INPUT MATERIAL
————

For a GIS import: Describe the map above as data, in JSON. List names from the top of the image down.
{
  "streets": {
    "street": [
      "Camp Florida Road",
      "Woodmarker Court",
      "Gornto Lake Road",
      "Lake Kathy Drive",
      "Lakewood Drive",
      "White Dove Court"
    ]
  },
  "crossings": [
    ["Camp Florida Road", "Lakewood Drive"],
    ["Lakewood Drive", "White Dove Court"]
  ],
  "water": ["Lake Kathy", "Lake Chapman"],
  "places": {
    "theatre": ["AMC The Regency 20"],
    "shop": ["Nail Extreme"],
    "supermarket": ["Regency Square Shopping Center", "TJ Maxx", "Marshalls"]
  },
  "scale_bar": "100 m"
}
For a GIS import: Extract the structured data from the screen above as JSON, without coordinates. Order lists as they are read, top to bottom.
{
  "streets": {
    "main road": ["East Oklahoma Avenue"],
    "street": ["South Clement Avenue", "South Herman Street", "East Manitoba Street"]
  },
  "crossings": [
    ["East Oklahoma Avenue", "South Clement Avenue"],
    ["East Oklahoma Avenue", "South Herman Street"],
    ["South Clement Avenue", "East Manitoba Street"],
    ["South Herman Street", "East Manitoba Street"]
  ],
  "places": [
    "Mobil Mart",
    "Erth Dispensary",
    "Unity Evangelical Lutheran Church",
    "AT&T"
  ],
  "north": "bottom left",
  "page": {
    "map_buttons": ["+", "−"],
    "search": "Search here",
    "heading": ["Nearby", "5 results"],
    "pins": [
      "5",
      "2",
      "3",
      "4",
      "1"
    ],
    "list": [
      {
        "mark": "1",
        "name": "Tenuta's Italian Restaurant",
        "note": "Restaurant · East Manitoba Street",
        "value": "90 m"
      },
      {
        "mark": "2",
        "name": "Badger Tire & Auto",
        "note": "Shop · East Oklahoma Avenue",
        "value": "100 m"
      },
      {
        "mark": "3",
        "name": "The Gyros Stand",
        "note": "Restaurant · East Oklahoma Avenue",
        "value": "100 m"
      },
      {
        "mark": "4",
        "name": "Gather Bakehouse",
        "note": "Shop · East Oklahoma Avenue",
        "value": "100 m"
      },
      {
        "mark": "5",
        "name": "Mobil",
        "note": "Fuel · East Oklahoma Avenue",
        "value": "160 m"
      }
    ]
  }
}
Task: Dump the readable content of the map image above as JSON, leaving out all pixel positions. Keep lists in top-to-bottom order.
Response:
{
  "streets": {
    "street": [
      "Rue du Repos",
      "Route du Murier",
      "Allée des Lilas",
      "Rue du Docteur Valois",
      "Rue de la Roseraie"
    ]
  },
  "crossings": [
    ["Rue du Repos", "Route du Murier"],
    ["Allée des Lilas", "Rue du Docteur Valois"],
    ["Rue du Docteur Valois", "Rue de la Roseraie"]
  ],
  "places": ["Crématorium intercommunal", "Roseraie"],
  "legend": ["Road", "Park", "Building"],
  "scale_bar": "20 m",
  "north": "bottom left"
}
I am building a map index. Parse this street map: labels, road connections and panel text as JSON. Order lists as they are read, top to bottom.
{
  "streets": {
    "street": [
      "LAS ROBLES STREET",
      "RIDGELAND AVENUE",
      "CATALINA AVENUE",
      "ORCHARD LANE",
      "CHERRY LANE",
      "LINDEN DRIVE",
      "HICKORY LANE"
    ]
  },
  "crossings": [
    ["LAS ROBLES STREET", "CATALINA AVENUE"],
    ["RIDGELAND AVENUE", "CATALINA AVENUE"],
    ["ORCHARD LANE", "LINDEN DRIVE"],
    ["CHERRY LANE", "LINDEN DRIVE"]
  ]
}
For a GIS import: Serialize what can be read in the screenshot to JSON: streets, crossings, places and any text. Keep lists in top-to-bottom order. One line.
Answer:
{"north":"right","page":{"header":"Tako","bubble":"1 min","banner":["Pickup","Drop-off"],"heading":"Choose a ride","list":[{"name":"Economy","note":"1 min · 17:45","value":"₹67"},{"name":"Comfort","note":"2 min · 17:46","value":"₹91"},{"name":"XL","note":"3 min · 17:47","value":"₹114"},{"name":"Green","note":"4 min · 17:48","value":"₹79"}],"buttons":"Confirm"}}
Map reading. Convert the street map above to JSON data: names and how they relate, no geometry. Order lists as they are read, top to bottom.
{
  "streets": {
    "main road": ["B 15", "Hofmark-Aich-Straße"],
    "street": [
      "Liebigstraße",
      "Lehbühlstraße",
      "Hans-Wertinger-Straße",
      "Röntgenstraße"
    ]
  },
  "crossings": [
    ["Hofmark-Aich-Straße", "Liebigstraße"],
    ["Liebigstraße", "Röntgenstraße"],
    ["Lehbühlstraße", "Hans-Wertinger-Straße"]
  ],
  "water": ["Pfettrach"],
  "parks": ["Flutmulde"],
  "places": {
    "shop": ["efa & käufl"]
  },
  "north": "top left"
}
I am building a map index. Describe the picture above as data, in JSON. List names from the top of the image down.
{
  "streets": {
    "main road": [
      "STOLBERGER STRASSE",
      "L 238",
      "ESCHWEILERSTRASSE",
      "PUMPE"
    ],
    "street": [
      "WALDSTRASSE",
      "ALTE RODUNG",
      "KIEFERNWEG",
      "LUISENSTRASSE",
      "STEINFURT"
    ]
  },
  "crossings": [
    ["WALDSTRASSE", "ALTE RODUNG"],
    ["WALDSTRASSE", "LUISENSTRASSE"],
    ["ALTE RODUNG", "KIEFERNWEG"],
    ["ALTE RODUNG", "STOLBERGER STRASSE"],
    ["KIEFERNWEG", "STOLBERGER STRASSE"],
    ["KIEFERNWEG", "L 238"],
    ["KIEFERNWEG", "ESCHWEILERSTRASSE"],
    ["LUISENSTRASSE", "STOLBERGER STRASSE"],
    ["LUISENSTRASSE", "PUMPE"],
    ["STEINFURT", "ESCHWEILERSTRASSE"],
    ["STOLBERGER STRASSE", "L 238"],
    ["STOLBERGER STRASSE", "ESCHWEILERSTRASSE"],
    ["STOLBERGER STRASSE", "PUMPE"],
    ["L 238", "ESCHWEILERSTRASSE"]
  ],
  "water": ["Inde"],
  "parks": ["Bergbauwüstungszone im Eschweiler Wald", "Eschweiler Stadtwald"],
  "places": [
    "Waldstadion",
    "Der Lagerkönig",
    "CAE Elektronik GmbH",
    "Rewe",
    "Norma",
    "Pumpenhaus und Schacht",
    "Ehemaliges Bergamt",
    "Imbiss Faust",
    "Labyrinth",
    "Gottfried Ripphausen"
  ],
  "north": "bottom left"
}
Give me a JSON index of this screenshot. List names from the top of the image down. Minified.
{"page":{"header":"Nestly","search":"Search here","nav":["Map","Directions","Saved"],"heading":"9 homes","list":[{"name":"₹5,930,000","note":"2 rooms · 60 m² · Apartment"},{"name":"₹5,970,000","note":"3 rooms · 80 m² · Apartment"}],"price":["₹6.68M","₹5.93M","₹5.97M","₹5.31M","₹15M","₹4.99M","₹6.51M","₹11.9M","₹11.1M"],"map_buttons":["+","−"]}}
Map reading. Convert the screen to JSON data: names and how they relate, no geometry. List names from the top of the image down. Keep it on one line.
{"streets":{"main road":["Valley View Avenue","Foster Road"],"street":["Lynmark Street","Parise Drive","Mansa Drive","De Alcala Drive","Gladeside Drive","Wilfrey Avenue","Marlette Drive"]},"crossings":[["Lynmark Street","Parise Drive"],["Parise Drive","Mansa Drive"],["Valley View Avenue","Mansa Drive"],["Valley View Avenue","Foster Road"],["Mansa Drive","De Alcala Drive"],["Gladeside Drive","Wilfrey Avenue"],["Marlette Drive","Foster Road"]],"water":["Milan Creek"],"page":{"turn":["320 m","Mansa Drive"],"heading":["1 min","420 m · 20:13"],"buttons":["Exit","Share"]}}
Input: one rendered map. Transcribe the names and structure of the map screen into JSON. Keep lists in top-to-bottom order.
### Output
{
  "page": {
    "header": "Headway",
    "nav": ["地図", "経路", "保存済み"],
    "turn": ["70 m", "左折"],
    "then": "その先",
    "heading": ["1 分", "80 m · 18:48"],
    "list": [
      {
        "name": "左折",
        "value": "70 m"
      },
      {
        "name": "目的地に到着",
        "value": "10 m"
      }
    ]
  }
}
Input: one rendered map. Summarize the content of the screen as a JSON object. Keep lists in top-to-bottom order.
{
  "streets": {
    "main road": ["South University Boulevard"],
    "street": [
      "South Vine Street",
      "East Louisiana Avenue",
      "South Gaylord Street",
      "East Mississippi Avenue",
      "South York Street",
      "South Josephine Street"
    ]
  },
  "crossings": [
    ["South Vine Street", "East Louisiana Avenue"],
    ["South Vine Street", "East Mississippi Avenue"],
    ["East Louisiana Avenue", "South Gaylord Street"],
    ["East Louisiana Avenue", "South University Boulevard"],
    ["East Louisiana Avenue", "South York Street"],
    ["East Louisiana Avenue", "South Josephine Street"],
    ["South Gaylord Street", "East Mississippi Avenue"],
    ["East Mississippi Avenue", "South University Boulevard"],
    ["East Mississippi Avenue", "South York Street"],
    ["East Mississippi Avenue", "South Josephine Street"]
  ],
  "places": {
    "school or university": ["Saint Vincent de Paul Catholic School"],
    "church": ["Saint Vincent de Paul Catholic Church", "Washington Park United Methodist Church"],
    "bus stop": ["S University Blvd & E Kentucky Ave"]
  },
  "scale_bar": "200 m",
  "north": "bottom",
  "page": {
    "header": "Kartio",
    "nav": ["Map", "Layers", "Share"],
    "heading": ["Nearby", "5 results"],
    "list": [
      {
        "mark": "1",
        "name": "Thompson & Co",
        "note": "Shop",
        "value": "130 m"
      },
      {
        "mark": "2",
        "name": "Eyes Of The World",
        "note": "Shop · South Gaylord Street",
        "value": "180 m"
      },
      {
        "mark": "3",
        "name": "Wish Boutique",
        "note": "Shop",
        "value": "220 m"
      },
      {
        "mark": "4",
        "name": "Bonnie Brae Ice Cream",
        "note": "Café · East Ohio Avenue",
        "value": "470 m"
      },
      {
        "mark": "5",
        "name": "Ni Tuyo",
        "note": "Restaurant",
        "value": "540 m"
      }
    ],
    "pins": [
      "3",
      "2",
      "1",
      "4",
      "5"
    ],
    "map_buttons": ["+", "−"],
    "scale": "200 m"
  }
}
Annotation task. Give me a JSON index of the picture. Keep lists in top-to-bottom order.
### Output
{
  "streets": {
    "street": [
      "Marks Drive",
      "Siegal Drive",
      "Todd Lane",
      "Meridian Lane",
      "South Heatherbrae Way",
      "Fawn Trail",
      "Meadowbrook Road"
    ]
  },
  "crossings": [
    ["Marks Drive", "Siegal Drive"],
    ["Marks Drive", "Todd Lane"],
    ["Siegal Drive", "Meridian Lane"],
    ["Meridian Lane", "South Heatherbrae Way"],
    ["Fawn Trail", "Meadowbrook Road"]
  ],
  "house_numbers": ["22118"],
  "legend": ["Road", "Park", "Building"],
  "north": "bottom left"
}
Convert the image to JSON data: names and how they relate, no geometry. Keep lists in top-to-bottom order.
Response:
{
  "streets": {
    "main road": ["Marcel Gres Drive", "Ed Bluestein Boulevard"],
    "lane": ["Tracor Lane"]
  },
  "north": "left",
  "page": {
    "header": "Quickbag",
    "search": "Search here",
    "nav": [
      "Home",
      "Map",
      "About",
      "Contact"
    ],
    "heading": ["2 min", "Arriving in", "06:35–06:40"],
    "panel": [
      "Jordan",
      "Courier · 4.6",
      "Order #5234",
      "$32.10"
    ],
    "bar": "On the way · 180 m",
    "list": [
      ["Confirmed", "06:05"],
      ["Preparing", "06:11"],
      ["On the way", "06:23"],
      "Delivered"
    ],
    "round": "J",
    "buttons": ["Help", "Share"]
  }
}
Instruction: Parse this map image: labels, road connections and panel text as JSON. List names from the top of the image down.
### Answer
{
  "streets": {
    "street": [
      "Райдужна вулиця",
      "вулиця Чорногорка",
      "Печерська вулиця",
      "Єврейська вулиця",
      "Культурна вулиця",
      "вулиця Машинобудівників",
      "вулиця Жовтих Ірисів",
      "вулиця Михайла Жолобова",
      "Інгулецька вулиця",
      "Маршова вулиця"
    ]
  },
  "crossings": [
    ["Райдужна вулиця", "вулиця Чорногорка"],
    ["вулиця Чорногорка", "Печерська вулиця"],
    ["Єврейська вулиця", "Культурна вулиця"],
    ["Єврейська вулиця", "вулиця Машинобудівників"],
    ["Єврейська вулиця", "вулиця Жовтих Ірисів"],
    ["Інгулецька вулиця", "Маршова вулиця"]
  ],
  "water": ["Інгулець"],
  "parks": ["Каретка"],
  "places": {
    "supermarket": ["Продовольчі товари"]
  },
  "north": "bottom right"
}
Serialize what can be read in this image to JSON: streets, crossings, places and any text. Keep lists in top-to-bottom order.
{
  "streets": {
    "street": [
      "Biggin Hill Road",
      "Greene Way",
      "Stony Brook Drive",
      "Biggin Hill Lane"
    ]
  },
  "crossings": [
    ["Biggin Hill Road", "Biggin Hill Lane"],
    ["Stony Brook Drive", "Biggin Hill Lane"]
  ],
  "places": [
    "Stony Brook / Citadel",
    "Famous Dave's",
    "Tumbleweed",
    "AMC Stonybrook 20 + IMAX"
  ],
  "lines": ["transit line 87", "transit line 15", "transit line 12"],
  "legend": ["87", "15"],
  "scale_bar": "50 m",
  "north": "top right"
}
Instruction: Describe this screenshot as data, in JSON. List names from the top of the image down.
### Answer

————

ABOUT THIS TASK
Take the stretch of lines above from the one containing "Annotation task. Give" through the one containing "Convert the image" and repeat it exactly, adding no other line.

OUTPUT BELOW
Annotation task. Give me a JSON index of the picture. Keep lists in top-to-bottom order.
### Output
{
  "streets": {
    "street": [
      "Marks Drive",
      "Siegal Drive",
      "Todd Lane",
      "Meridian Lane",
      "South Heatherbrae Way",
      "Fawn Trail",
      "Meadowbrook Road"
    ]
  },
  "crossings": [
    ["Marks Drive", "Siegal Drive"],
    ["Marks Drive", "Todd Lane"],
    ["Siegal Drive", "Meridian Lane"],
    ["Meridian Lane", "South Heatherbrae Way"],
    ["Fawn Trail", "Meadowbrook Road"]
  ],
  "house_numbers": ["22118"],
  "legend": ["Road", "Park", "Building"],
  "north": "bottom left"
}
Convert the image to JSON data: names and how they relate, no geometry. Keep lists in top-to-bottom order.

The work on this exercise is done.